▸ PROBLEM STATEMENT
Note each line in the data below that holds "fabs", and copy it.

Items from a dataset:
*** Begin section ***

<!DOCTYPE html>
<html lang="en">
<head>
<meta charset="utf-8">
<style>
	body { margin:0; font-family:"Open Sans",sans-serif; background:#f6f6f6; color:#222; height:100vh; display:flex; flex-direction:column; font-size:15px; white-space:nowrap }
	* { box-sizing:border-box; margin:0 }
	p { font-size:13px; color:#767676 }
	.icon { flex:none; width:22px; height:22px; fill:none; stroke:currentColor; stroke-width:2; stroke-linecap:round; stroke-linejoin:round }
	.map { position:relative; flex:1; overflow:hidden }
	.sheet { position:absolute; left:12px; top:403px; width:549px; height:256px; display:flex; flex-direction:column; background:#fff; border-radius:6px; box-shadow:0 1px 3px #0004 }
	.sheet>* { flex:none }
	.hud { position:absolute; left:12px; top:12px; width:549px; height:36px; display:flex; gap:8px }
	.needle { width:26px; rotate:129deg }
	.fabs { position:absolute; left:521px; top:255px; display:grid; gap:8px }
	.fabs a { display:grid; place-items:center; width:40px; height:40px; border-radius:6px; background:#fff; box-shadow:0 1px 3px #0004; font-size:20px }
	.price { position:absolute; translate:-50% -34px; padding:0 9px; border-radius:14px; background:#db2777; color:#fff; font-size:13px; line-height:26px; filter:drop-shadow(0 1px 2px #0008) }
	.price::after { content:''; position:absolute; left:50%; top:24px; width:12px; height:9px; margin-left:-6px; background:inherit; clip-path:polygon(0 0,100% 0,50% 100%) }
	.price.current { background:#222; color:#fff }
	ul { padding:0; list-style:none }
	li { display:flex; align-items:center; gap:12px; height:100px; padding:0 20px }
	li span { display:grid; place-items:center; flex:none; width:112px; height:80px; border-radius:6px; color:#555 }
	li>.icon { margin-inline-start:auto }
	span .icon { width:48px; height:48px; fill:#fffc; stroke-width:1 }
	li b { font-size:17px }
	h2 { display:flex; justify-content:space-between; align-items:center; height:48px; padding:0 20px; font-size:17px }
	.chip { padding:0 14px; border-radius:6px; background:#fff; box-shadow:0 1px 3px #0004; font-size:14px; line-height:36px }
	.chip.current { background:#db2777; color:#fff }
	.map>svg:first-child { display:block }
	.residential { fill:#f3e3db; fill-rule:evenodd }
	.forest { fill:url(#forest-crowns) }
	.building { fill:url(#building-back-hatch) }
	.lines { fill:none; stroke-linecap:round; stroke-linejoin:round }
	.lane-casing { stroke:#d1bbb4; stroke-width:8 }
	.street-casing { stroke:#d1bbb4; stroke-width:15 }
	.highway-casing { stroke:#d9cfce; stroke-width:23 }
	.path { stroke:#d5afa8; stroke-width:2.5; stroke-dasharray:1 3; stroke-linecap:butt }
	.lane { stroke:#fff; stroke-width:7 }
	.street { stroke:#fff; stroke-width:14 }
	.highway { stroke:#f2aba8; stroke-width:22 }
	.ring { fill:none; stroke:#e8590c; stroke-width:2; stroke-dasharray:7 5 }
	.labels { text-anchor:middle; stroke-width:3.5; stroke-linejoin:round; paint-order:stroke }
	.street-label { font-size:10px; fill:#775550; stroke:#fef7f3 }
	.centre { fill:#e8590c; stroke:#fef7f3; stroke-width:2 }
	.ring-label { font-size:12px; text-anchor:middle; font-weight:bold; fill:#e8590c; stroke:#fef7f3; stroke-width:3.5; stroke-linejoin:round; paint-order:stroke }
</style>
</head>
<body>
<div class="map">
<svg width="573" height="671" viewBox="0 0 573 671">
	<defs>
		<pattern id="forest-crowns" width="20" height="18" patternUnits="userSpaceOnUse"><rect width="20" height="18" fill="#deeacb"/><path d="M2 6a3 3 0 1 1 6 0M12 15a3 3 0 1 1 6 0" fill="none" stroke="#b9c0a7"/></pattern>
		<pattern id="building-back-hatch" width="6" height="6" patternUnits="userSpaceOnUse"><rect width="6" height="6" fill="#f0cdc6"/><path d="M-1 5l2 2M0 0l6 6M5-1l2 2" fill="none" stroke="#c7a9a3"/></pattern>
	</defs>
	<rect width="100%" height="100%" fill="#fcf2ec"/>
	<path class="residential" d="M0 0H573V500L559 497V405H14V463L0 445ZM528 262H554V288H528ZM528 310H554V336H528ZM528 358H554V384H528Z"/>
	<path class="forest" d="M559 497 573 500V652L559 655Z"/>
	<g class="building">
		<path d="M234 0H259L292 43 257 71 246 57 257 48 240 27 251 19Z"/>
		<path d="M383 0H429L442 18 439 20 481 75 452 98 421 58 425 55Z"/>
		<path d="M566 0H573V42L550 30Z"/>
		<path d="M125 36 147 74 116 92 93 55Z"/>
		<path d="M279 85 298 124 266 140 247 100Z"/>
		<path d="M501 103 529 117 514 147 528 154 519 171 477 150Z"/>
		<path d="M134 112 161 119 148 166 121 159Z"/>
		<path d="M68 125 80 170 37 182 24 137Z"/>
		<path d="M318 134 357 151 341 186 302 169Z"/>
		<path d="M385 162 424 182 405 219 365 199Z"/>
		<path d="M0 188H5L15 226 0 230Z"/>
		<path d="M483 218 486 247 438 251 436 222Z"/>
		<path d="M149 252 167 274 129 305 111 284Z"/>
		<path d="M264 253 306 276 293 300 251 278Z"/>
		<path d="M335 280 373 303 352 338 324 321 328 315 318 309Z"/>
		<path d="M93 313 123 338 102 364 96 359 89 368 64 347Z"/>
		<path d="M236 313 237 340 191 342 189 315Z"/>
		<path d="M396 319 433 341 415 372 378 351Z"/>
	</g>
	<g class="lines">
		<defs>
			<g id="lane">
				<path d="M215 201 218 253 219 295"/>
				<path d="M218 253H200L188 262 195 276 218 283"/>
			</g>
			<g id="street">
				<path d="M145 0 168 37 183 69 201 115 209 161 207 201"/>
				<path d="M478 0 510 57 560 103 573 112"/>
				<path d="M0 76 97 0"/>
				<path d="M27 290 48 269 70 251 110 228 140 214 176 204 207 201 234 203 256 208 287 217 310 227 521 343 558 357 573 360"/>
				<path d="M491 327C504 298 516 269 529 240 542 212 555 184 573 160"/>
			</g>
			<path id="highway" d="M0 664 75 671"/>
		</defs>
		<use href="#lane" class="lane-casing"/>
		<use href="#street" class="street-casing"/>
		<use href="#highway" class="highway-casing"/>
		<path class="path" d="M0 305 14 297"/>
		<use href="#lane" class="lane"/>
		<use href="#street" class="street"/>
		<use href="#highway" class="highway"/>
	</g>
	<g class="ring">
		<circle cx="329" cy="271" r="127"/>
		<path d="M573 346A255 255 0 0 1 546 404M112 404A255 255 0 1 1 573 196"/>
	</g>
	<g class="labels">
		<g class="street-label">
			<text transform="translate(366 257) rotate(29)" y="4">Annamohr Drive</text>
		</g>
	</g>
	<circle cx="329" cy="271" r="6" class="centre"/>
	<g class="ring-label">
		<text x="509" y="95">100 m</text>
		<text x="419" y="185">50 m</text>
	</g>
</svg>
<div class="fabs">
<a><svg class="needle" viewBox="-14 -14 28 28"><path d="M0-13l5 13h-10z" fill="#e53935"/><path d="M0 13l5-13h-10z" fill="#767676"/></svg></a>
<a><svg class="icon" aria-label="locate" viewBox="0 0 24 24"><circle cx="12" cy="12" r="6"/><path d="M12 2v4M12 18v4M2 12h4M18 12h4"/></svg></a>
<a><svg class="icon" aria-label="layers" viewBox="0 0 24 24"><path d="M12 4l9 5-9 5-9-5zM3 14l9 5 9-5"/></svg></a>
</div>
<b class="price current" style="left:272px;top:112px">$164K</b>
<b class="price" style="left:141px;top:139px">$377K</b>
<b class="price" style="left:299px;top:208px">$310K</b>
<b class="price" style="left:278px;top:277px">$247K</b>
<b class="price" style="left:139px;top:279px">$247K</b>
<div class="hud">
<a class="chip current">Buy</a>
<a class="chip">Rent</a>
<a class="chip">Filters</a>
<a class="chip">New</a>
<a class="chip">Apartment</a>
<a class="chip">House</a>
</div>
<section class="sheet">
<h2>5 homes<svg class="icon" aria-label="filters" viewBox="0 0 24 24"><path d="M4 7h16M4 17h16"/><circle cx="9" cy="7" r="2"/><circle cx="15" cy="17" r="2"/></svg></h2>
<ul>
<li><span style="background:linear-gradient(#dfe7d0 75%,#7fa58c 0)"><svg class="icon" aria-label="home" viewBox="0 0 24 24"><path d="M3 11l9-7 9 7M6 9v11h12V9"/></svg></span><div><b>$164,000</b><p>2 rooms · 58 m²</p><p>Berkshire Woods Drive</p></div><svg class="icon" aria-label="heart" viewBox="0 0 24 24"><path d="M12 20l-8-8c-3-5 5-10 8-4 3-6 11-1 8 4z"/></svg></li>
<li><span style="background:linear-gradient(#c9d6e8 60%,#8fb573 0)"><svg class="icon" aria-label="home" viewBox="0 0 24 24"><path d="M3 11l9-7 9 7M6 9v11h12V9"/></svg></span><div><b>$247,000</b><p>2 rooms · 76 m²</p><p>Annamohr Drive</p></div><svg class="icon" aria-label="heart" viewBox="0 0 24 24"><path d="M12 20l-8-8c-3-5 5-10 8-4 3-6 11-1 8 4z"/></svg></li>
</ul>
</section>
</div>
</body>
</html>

*** End section ***

▸ ANSWER SECTION
	.fabs { position:absolute; left:521px; top:255px; display:grid; gap:8px }
	.fabs a { display:grid; place-items:center; width:40px; height:40px; border-radius:6px; background:#fff; box-shadow:0 1px 3px #0004; font-size:20px }
<div class="fabs">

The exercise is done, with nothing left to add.